_GIVEN RECORDS:_

= Beginning of Section =

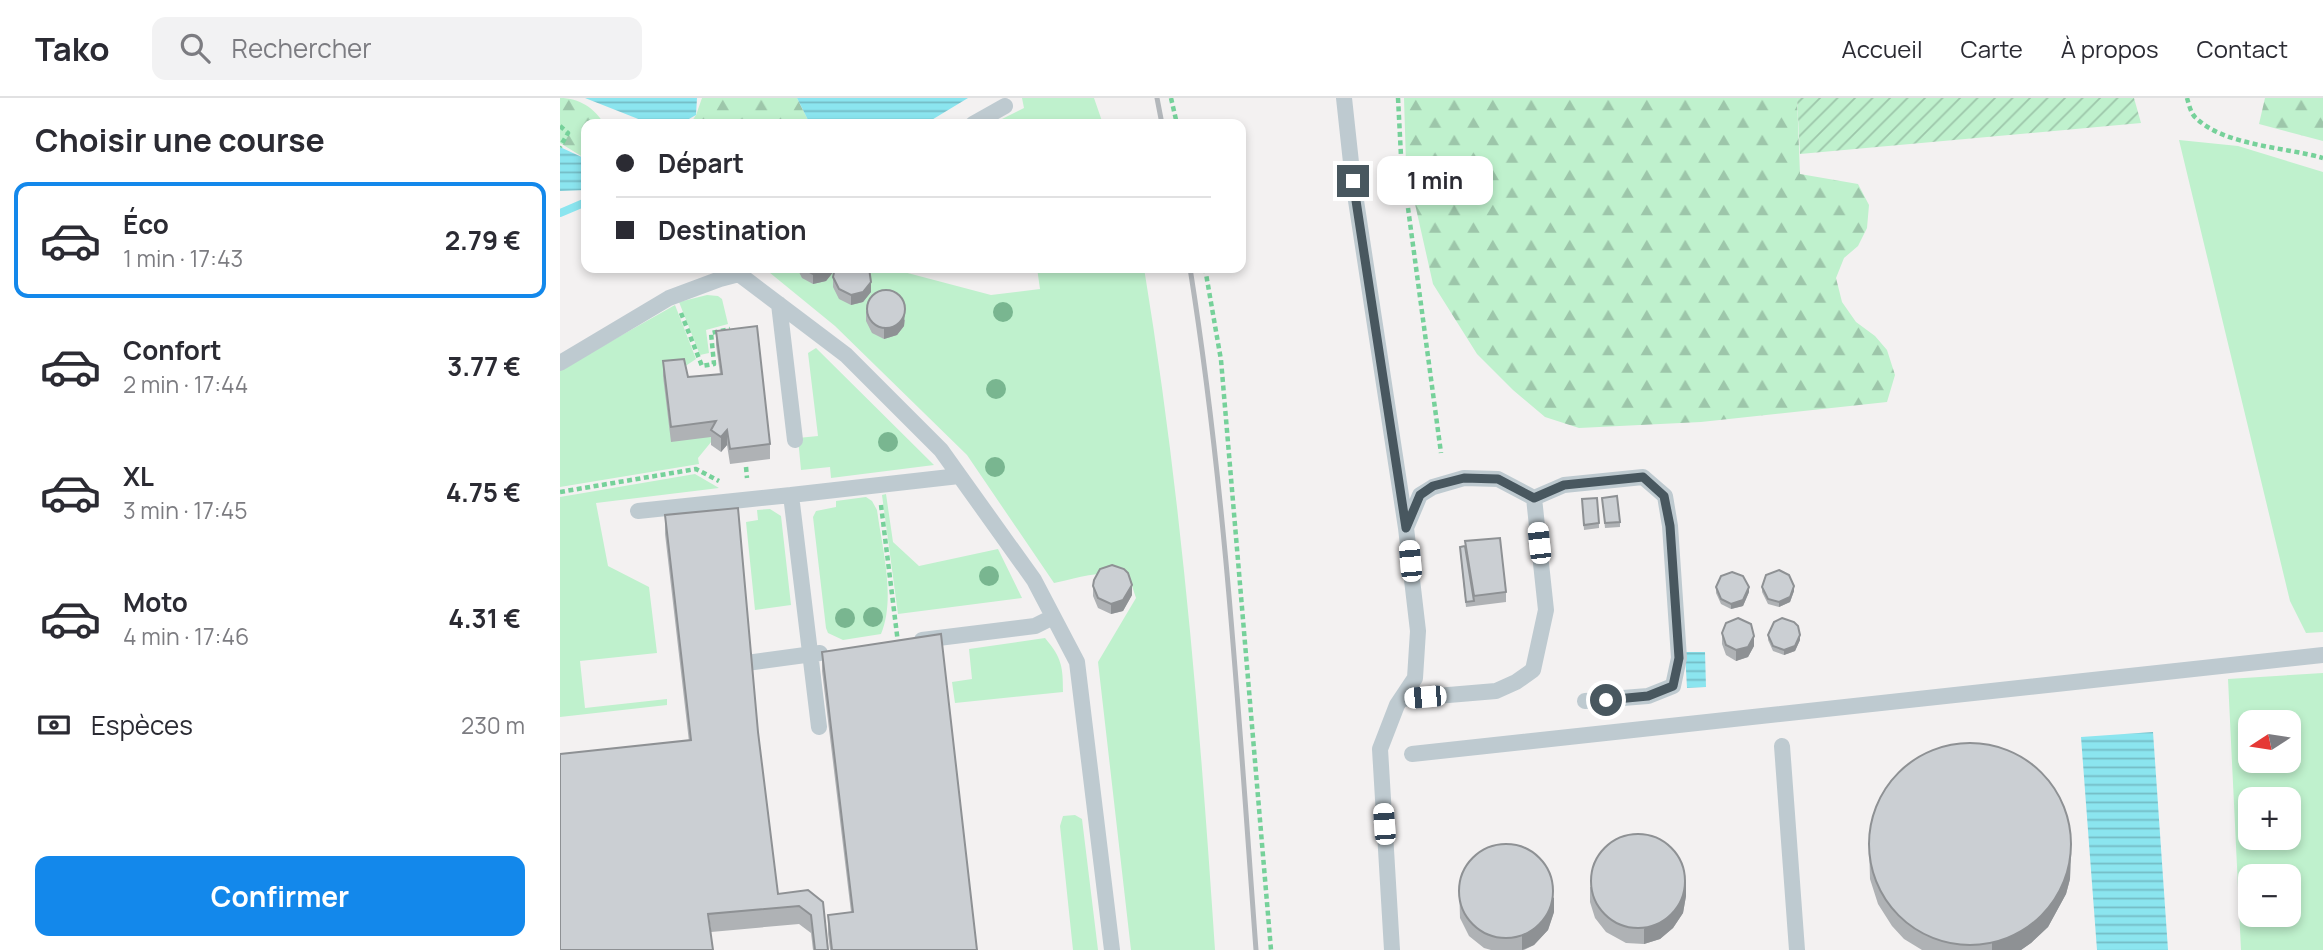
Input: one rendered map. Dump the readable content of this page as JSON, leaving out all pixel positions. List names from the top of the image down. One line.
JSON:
{"north":"left","page":{"header":"Tako","search":"Rechercher","nav":["Accueil","Carte","À propos","Contact"],"heading":"Choisir une course","banner":["Départ","Destination"],"bubble":"1 min","list":[{"name":"Éco","note":"1 min · 17:43","value":"2.79 €"},{"name":"Confort","note":"2 min · 17:44","value":"3.77 €"},{"name":"XL","note":"3 min · 17:45","value":"4.75 €"},{"name":"Moto","note":"4 min · 17:46","value":"4.31 €"}],"pay":["Espèces","230 m"],"map_buttons":["+","−"],"buttons":"Confirmer"}}
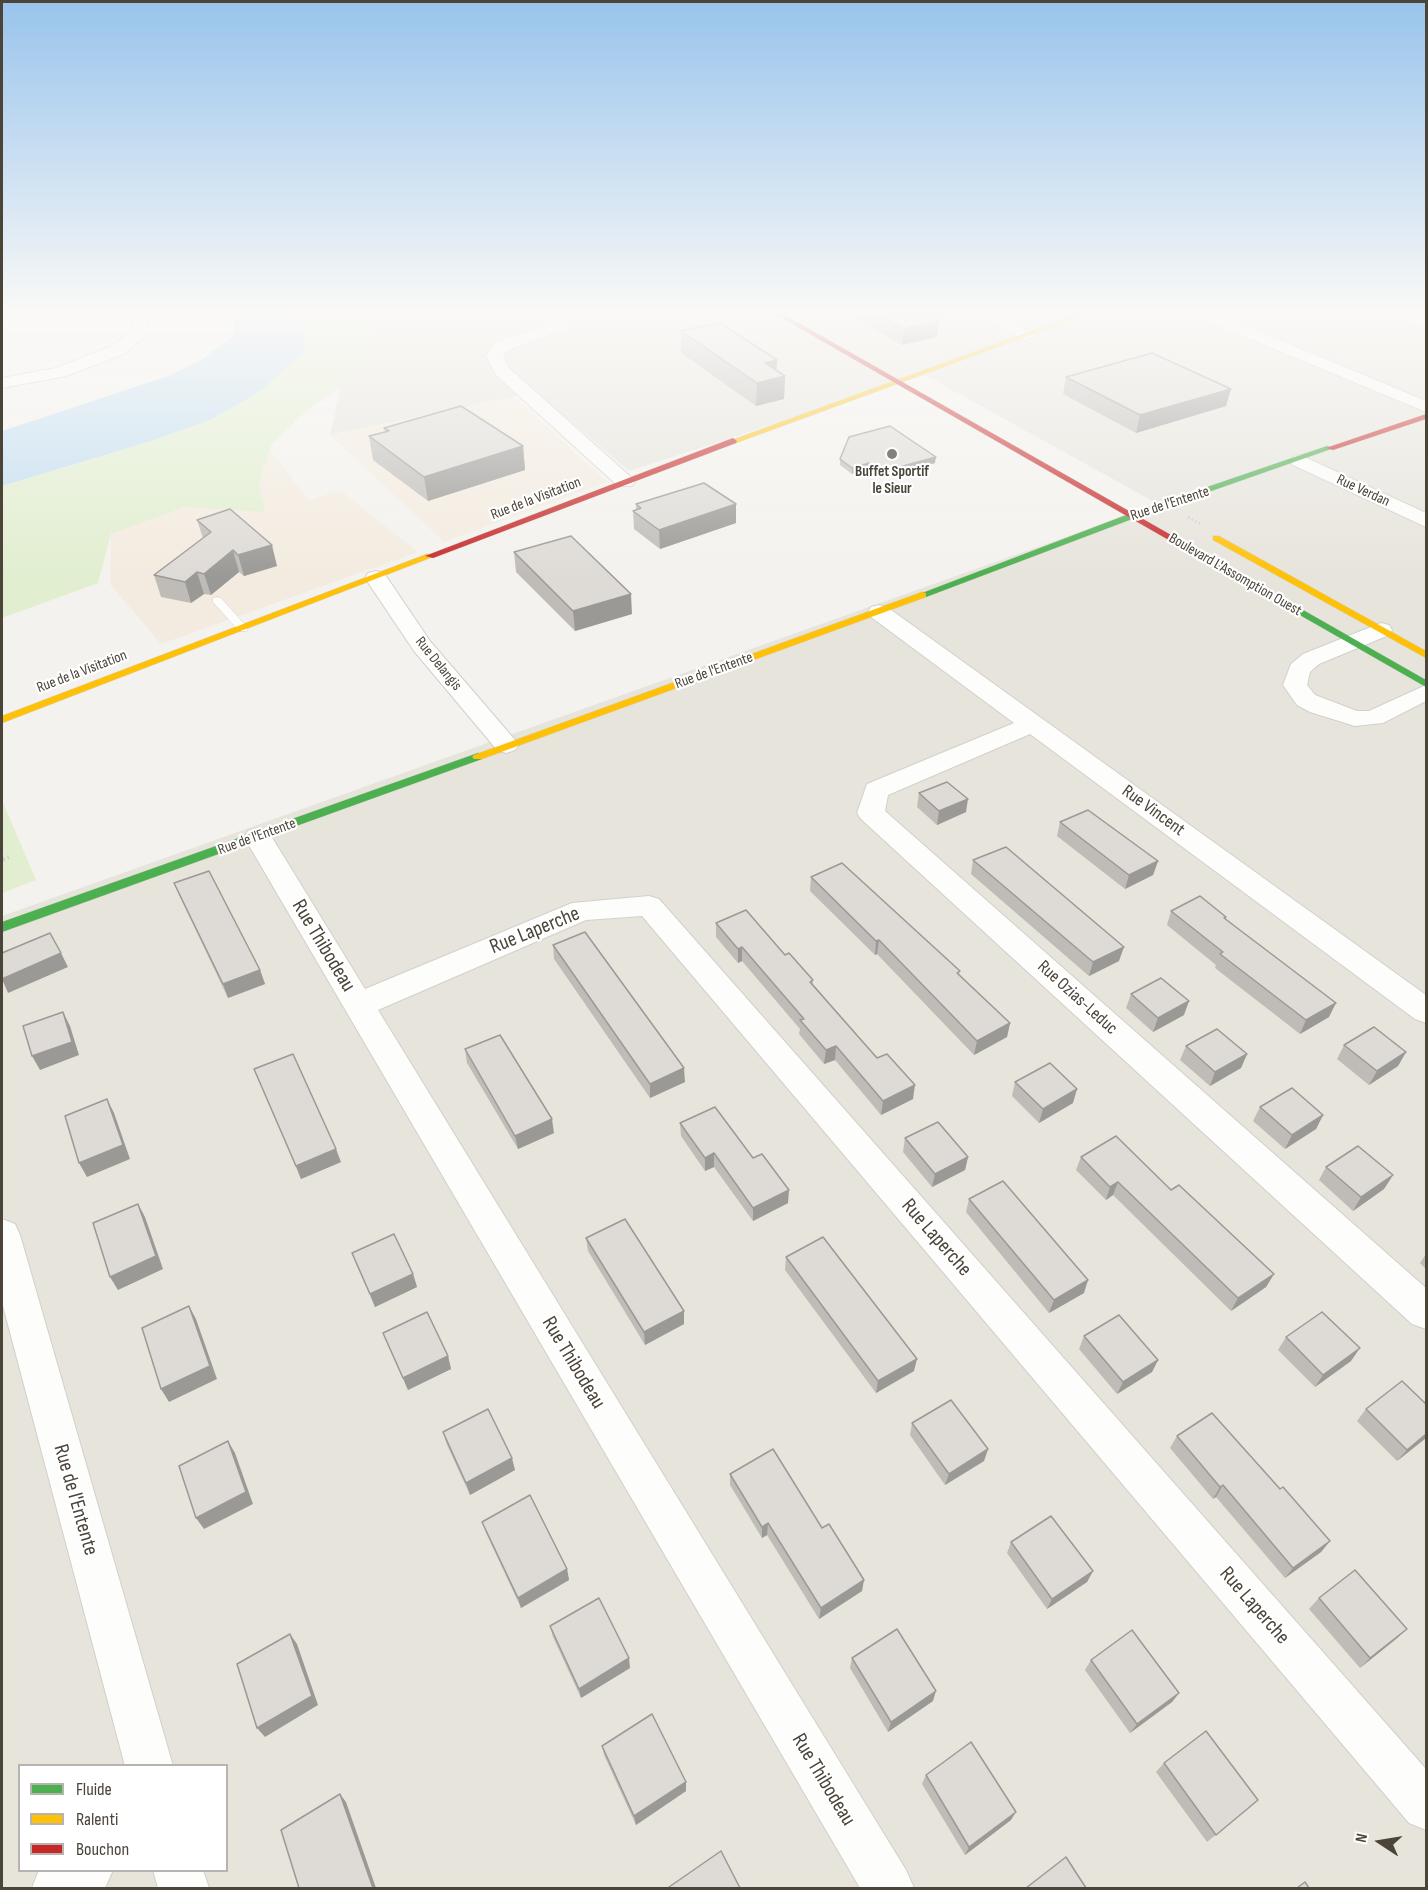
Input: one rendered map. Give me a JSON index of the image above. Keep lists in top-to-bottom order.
{
  "streets": {
    "street": [
      "Rue Verdan",
      "Rue de la Visitation",
      "Rue de l'Entente",
      "Boulevard L'Assomption Ouest",
      "Rue Delangis",
      "Rue Vincent",
      "Rue Laperche",
      "Rue Thibodeau",
      "Rue Ozias-Leduc"
    ]
  },
  "crossings": [
    ["Rue Verdan", "Rue de l'Entente"],
    ["Rue de la Visitation", "Rue Delangis"],
    ["Rue de l'Entente", "Boulevard L'Assomption Ouest"],
    ["Rue de l'Entente", "Rue Delangis"],
    ["Rue de l'Entente", "Rue Vincent"],
    ["Rue de l'Entente", "Rue Thibodeau"],
    ["Rue Vincent", "Rue Ozias-Leduc"],
    ["Rue Laperche", "Rue Thibodeau"]
  ],
  "places": ["Buffet Sportif le Sieur"],
  "legend": ["Fluide", "Ralenti", "Bouchon"],
  "north": "left"
}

= End of Section =

_HOW TO COMPLETE THIS TASK:_ Word for word, restate each line above, minus its pictures.

_ANSWER TO THIS EXERCISE:_
Input: one rendered map. Dump the readable content of this page as JSON, leaving out all pixel positions. List names from the top of the image down. One line.
JSON:
{"north":"left","page":{"header":"Tako","search":"Rechercher","nav":["Accueil","Carte","À propos","Contact"],"heading":"Choisir une course","banner":["Départ","Destination"],"bubble":"1 min","list":[{"name":"Éco","note":"1 min · 17:43","value":"2.79 €"},{"name":"Confort","note":"2 min · 17:44","value":"3.77 €"},{"name":"XL","note":"3 min · 17:45","value":"4.75 €"},{"name":"Moto","note":"4 min · 17:46","value":"4.31 €"}],"pay":["Espèces","230 m"],"map_buttons":["+","−"],"buttons":"Confirmer"}}
Input: one rendered map. Give me a JSON index of the image above. Keep lists in top-to-bottom order.
{
  "streets": {
    "street": [
      "Rue Verdan",
      "Rue de la Visitation",
      "Rue de l'Entente",
      "Boulevard L'Assomption Ouest",
      "Rue Delangis",
      "Rue Vincent",
      "Rue Laperche",
      "Rue Thibodeau",
      "Rue Ozias-Leduc"
    ]
  },
  "crossings": [
    ["Rue Verdan", "Rue de l'Entente"],
    ["Rue de la Visitation", "Rue Delangis"],
    ["Rue de l'Entente", "Boulevard L'Assomption Ouest"],
    ["Rue de l'Entente", "Rue Delangis"],
    ["Rue de l'Entente", "Rue Vincent"],
    ["Rue de l'Entente", "Rue Thibodeau"],
    ["Rue Vincent", "Rue Ozias-Leduc"],
    ["Rue Laperche", "Rue Thibodeau"]
  ],
  "places": ["Buffet Sportif le Sieur"],
  "legend": ["Fluide", "Ralenti", "Bouchon"],
  "north": "left"
}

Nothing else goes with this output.